- [Work instructions] Check every line of the entries for "roads", and copy the lines that hold it.

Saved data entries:
════════════════════
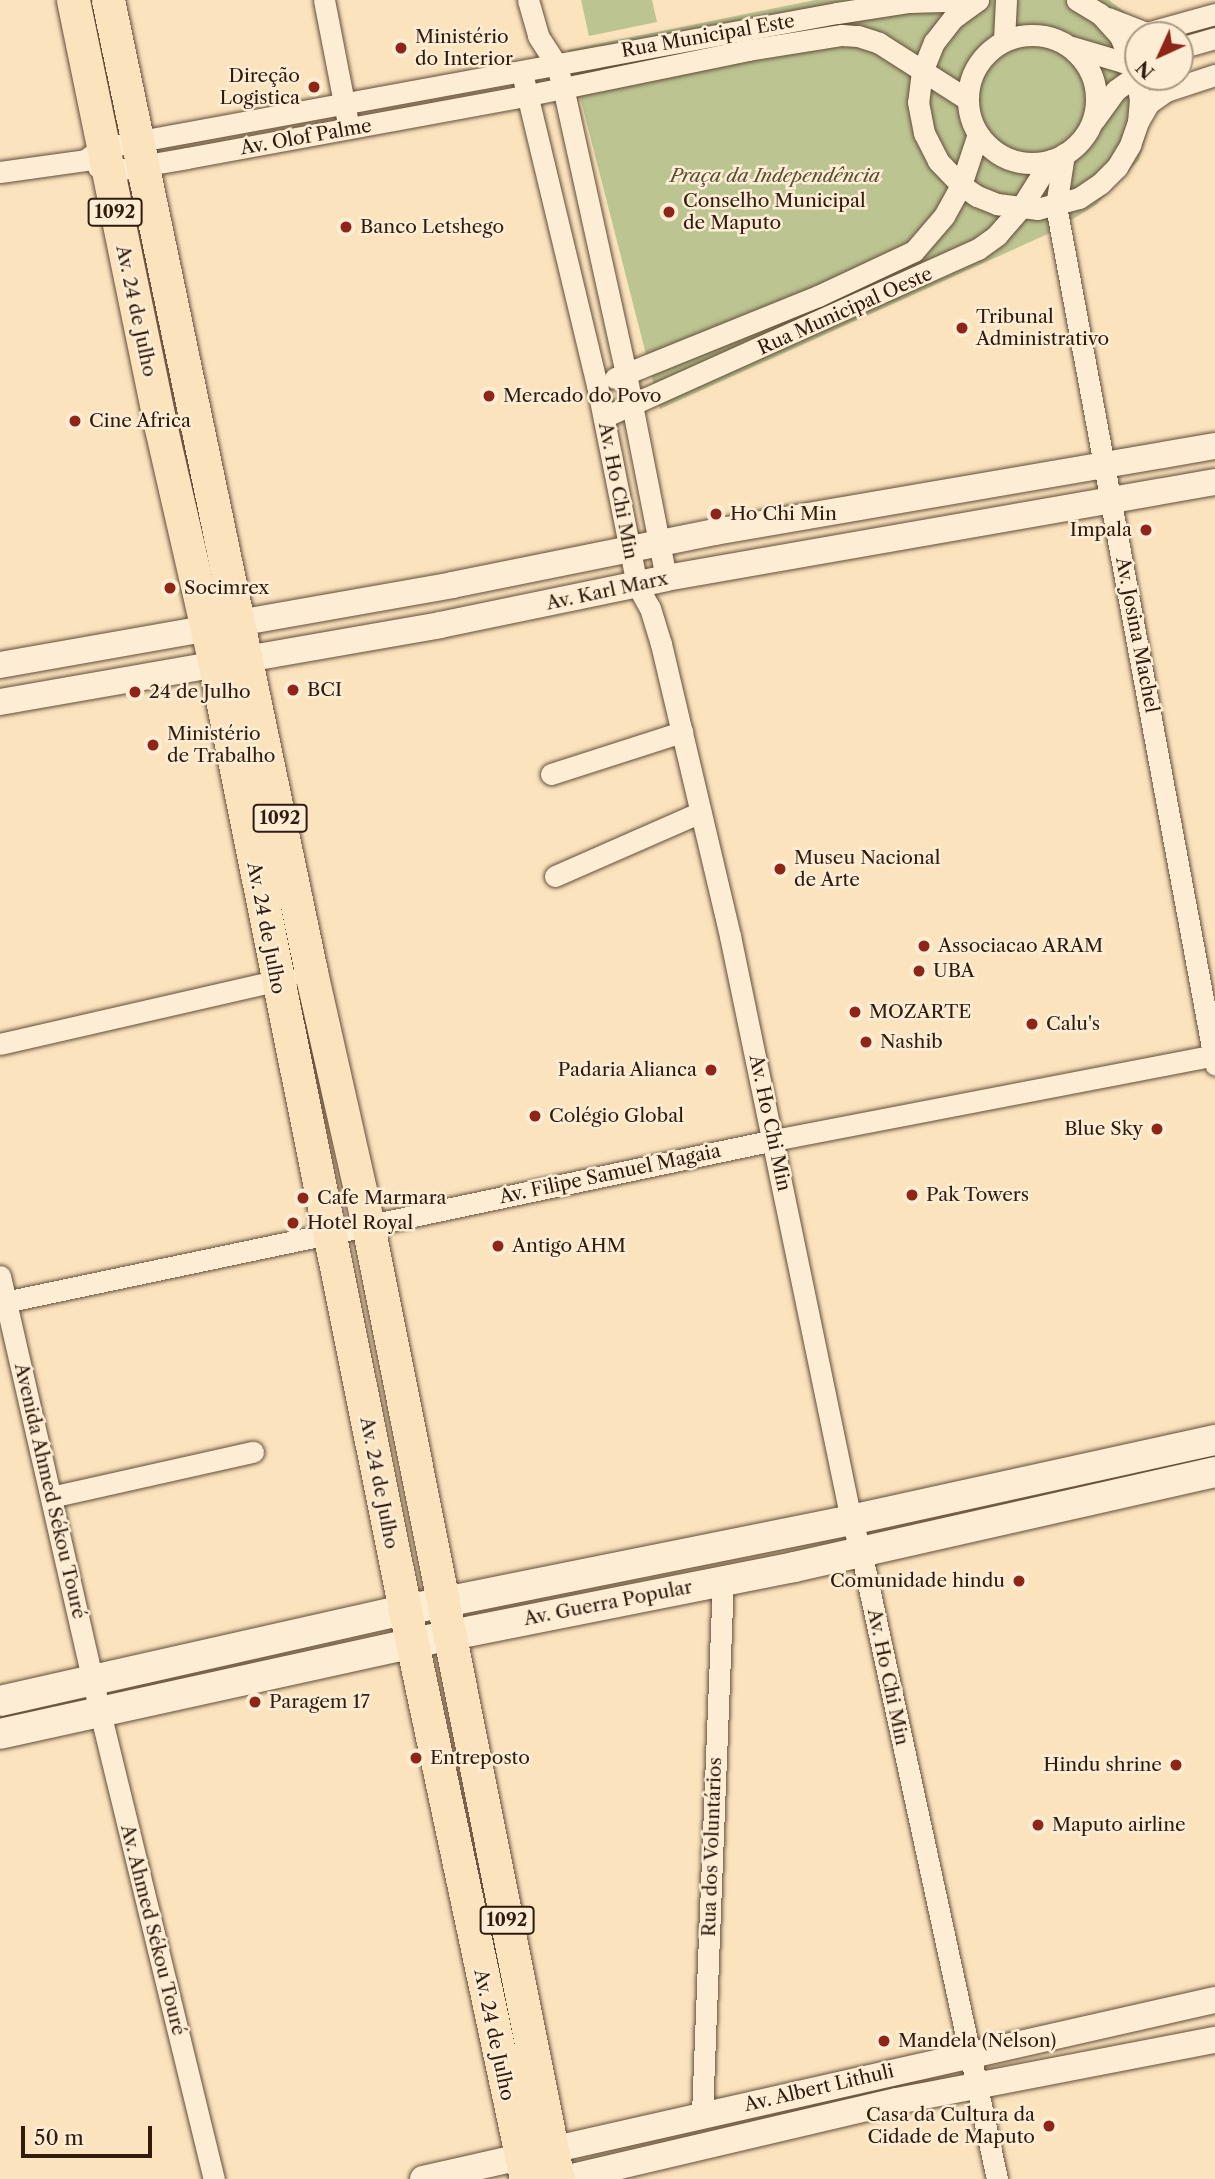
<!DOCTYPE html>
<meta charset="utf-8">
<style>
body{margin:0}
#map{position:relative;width:1215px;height:2179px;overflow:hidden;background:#fae3bd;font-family:"Libre Caslon Text",serif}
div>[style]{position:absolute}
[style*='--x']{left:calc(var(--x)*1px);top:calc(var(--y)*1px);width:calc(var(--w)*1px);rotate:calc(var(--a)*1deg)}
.green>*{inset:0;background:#bcc492}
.roads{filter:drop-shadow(0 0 2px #634d3a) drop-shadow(0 0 2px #634d3a)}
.minor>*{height:21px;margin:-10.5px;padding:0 10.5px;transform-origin:10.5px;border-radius:10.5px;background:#fcedd4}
.minor>.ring{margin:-10.5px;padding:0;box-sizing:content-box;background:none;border:21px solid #fcedd4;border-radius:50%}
.tertiary>*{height:26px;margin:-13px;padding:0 13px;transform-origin:13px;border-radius:13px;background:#fcedd4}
.secondary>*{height:30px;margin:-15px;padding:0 15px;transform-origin:15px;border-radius:15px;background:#fcedd4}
.primary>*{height:33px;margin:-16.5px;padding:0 16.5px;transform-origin:16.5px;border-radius:16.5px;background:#fae3bd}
.dots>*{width:19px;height:19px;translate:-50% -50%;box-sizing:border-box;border:4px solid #fcedd4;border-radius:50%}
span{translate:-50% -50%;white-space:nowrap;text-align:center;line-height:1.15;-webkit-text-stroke:5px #fcedd4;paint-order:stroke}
.shield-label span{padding:2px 5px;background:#fcedd4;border:2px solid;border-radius:5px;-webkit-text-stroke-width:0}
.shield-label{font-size:18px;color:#311b0f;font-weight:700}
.street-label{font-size:19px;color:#311b0f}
.poi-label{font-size:19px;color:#311b0f}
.left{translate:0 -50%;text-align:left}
.right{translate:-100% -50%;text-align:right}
.park-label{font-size:19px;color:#5b4e36;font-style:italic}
.north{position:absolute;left:1124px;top:21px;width:70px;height:70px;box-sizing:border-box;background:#fcedd4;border:2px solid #ab9985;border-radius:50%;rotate:225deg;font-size:19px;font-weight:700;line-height:28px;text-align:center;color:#311b0f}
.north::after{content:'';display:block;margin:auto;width:24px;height:32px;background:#8f2418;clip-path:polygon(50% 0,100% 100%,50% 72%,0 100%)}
.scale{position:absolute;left:21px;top:2126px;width:131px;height:32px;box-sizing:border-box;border:4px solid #311b0f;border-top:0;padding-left:9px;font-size:21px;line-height:24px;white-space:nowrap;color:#311b0f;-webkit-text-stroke:5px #fcedd4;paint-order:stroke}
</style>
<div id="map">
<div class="green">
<div style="clip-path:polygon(581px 0,652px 0,657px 22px,589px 36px)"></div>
<div style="clip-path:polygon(815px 0,1109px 0,1126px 13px,1153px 112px,1139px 160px,1096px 205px,1050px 233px,660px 409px,568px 50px)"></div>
</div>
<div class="roads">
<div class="minor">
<div style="--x:324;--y:0;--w:120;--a:79"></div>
<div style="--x:528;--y:0;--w:37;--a:74"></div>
<div style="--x:538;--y:36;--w:33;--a:57"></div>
<div style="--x:556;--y:64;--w:24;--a:73"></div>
<div style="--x:563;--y:87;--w:294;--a:77.6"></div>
<div style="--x:626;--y:374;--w:208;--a:78.9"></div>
<div style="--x:978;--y:0;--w:31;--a:144"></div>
<div style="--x:953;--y:18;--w:31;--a:128"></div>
<div style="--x:934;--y:42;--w:31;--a:112"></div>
<div style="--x:922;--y:71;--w:31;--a:97"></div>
<div style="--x:918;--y:102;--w:32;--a:79"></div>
<div style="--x:924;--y:133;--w:31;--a:63"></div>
<div style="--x:938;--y:161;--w:33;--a:46"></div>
<div style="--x:961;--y:185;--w:19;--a:35"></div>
<div style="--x:977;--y:196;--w:22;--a:22"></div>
<div style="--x:997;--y:204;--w:40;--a:7.1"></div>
<div style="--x:1037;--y:209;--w:43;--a:-14.7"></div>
<div style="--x:1079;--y:198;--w:25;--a:-34"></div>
<div style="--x:1100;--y:184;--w:24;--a:-45"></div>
<div style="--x:1117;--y:167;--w:26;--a:-59"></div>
<div style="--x:1130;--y:145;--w:24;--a:-71"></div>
<div style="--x:1138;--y:122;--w:22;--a:-85"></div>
<div style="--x:1140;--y:100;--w:25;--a:-99"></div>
<div style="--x:1136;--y:75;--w:42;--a:-112.3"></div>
<div style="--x:1120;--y:36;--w:30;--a:-132"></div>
<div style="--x:1100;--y:14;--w:27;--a:-149"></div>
<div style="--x:1108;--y:18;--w:41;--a:21.5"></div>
<div style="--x:1146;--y:33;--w:72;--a:-15.4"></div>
<div class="ring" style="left:968px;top:35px;width:107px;height:107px"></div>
<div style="--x:1004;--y:40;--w:40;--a:-87.1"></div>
<div style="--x:1072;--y:47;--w:53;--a:16.4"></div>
<div style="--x:1123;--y:62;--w:15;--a:-4"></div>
<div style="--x:1180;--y:48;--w:36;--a:-16"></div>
<div style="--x:522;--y:73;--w:321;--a:76.5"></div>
<div style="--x:597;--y:385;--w:204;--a:78.7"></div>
<div style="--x:637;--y:585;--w:26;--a:61"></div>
<div style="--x:650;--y:608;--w:38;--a:73"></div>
<div style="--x:661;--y:644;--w:300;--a:76.7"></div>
<div style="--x:730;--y:936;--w:596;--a:78.29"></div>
<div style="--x:851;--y:1520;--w:33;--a:72"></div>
<div style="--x:861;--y:1551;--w:643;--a:77.78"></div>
<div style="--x:1094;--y:120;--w:37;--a:-54"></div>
<div style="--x:1116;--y:90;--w:27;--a:-36"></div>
<div style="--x:1139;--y:120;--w:20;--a:-60"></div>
<div style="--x:1149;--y:103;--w:21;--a:-35"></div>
<div style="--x:1166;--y:91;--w:52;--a:-18.1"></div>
<div style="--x:1064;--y:154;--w:53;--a:98.7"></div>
<div style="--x:1056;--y:206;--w:873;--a:79.5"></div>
<div style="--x:98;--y:167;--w:9;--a:32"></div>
<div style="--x:106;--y:172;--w:82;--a:-9.8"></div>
<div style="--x:187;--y:158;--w:348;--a:-10.4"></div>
<div style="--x:529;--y:95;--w:224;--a:-11.6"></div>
<div style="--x:748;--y:50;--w:95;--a:-9.1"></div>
<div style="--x:842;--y:35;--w:16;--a:4"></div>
<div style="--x:858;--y:36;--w:22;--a:18"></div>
<div style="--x:879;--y:43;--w:104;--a:32.5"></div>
<div style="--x:0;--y:172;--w:86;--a:-8"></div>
<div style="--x:85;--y:160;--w:21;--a:-35"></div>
<div style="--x:102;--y:148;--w:747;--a:-10.41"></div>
<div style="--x:837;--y:13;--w:73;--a:-8.7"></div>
<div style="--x:909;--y:2;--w:69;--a:-1.7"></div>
<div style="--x:615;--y:378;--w:219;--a:-22"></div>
<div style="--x:818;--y:296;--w:106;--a:-25.1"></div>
<div style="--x:914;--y:251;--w:46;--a:-49.4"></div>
<div style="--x:944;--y:216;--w:35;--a:-61"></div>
<div style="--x:961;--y:185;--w:54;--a:-71.6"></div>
<div style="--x:604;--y:417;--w:410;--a:-24.2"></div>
<div style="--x:978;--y:249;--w:24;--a:-36"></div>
<div style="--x:997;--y:235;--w:35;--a:-49"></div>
<div style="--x:1020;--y:209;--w:58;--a:-57.7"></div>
<div style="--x:551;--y:774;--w:138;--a:-17.8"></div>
<div style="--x:555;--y:876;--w:159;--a:-23.7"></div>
<div style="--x:0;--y:1044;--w:295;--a:-12.9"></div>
<div style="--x:0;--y:1276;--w:447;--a:77.1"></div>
<div style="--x:100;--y:1712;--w:481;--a:76.3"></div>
<div style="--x:0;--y:1303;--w:791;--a:-11.89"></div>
<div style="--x:774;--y:1140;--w:449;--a:-10.9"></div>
<div style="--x:51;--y:1497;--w:207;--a:-12.6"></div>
<div style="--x:702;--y:2114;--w:534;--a:-87.75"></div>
</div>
<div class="tertiary">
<div style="--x:0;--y:665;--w:459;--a:-10"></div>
<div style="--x:452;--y:585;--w:268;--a:-11.4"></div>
<div style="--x:715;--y:532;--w:507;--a:-9.76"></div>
<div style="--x:0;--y:702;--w:447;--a:-9.9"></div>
<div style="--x:440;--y:625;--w:231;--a:-11.7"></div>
<div style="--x:666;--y:578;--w:557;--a:-9.92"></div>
<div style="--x:423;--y:2179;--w:812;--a:-12.74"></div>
<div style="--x:564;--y:2179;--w:342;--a:-13.2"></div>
<div style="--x:897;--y:2101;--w:324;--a:-10.9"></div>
</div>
<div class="secondary">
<div style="--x:0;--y:1701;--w:415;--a:-12.7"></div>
<div style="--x:405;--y:1610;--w:455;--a:-11.4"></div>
<div style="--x:851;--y:1520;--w:373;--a:-12.4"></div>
<div style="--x:0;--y:1734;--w:462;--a:-12.4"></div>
<div style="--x:451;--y:1635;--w:350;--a:-11.2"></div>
<div style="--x:794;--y:1567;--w:432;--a:-12.7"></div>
</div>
<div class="primary">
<div style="--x:73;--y:0;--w:433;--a:78.4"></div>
<div style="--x:160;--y:424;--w:247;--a:77.1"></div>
<div style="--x:215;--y:665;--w:964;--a:78.63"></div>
<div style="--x:405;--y:1610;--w:582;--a:77.99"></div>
<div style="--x:108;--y:0;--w:993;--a:78.2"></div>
<div style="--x:311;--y:972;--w:259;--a:77.3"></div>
<div style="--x:368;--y:1225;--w:973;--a:78.74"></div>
</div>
</div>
<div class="dots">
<div style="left:401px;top:48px;background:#8f2418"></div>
<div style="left:314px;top:87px;background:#8f2418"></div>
<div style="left:669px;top:212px;background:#8f2418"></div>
<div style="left:346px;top:227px;background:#8f2418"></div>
<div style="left:962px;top:328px;background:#8f2418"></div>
<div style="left:489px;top:396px;background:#8f2418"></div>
<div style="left:75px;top:421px;background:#8f2418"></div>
<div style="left:716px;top:514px;background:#8f2418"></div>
<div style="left:1146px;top:530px;background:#8f2418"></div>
<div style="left:170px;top:588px;background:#8f2418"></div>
<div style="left:293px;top:690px;background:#8f2418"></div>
<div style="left:135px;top:692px;background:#8f2418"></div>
<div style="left:153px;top:745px;background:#8f2418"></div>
<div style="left:780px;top:869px;background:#8f2418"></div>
<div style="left:924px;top:946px;background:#8f2418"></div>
<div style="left:919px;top:971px;background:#8f2418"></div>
<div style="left:855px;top:1012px;background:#8f2418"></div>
<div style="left:1032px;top:1024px;background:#8f2418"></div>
<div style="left:866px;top:1042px;background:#8f2418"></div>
<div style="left:711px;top:1070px;background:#8f2418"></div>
<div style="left:535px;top:1116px;background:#8f2418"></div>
<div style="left:1157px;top:1129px;background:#8f2418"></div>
<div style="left:912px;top:1195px;background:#8f2418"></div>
<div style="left:303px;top:1198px;background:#8f2418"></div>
<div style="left:293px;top:1223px;background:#8f2418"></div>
<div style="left:498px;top:1246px;background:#8f2418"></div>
<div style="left:1019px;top:1581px;background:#8f2418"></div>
<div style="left:255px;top:1702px;background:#8f2418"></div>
<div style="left:416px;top:1758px;background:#8f2418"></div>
<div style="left:1176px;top:1765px;background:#8f2418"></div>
<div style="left:1038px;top:1825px;background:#8f2418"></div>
<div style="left:884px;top:2041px;background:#8f2418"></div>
<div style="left:1049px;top:2126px;background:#8f2418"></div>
</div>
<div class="shield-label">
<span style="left:115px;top:212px">1092</span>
<span style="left:280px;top:818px">1092</span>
<span style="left:507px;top:1920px">1092</span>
</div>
<div class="street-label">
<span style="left:708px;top:36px;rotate:-10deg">Rua Municipal Este</span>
<span style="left:306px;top:137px;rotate:-10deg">Av. Olof Palme</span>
<span style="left:136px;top:311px;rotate:78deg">Av. 24 de Julho</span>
<span style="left:845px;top:311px;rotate:-24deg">Rua Municipal Oeste</span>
<span style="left:618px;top:491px;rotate:79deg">Av. Ho Chi Min</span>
<span style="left:607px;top:591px;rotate:-12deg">Av. Karl Marx</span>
<span style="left:1137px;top:635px;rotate:79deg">Av. Josina Machel</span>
<span style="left:266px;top:928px;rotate:79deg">Av. 24 de Julho</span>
<span style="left:770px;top:1123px;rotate:78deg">Av. Ho Chi Min</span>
<span style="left:610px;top:1174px;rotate:-12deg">Av. Filipe Samuel Magaia</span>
<span style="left:379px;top:1483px;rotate:79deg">Av. 24 de Julho</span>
<span style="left:50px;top:1491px;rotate:77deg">Avenida Ahmed Sékou Touré</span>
<span style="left:608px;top:1603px;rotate:-11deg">Av. Guerra Popular</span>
<span style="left:888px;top:1677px;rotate:78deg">Av. Ho Chi Min</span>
<span style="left:712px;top:1847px;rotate:-88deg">Rua dos Voluntários</span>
<span style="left:153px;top:1930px;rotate:76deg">Av. Ahmed Sékou Touré</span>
<span style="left:494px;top:2035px;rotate:78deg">Av. 24 de Julho</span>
<span style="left:819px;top:2088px;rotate:-13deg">Av. Albert Lithuli</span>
</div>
<div class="poi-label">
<span class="left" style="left:415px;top:48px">Ministério<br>do Interior</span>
<span class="right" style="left:300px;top:87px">Direção<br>Logistica</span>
<span class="left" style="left:683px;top:212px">Conselho Municipal<br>de Maputo</span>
<span class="left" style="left:360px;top:227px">Banco Letshego</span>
<span class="left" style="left:976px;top:328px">Tribunal<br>Administrativo</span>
<span class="left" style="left:503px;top:396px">Mercado do Povo</span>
<span class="left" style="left:89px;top:421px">Cine Africa</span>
<span class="left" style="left:730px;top:514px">Ho Chi Min</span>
<span class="right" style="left:1132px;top:530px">Impala</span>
<span class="left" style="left:184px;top:588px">Socimrex</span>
<span class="left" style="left:307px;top:690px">BCI</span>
<span class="left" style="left:149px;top:692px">24 de Julho</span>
<span class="left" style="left:167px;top:745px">Ministério<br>de Trabalho</span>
<span class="left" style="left:794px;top:869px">Museu Nacional<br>de Arte</span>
<span class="left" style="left:938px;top:946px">Associacao ARAM</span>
<span class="left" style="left:933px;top:971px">UBA</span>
<span class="left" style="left:869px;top:1012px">MOZARTE</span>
<span class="left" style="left:1046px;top:1024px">Calu's</span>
<span class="left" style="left:880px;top:1042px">Nashib</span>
<span class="right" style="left:697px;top:1070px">Padaria Alianca</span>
<span class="left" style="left:549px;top:1116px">Colégio Global</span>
<span class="right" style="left:1143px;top:1129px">Blue Sky</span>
<span class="left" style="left:926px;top:1195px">Pak Towers</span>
<span class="left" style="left:317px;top:1198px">Cafe Marmara</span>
<span class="left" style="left:307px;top:1223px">Hotel Royal</span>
<span class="left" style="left:512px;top:1246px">Antigo AHM</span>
<span class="right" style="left:1005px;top:1581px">Comunidade hindu</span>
<span class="left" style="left:269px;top:1702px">Paragem 17</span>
<span class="left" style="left:430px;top:1758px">Entreposto</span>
<span class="right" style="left:1162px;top:1765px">Hindu shrine</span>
<span class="left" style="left:1052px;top:1825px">Maputo airline</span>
<span class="left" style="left:898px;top:2041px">Mandela (Nelson)</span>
<span class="right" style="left:1035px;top:2126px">Casa da Cultura da<br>Cidade de Maputo</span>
</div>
<div class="park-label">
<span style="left:775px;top:176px">Praça da Independência</span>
</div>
<div class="north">N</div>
<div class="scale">50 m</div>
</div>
════════════════════
- [Result of this task]
.roads{filter:drop-shadow(0 0 2px #634d3a) drop-shadow(0 0 2px #634d3a)}
<div class="roads">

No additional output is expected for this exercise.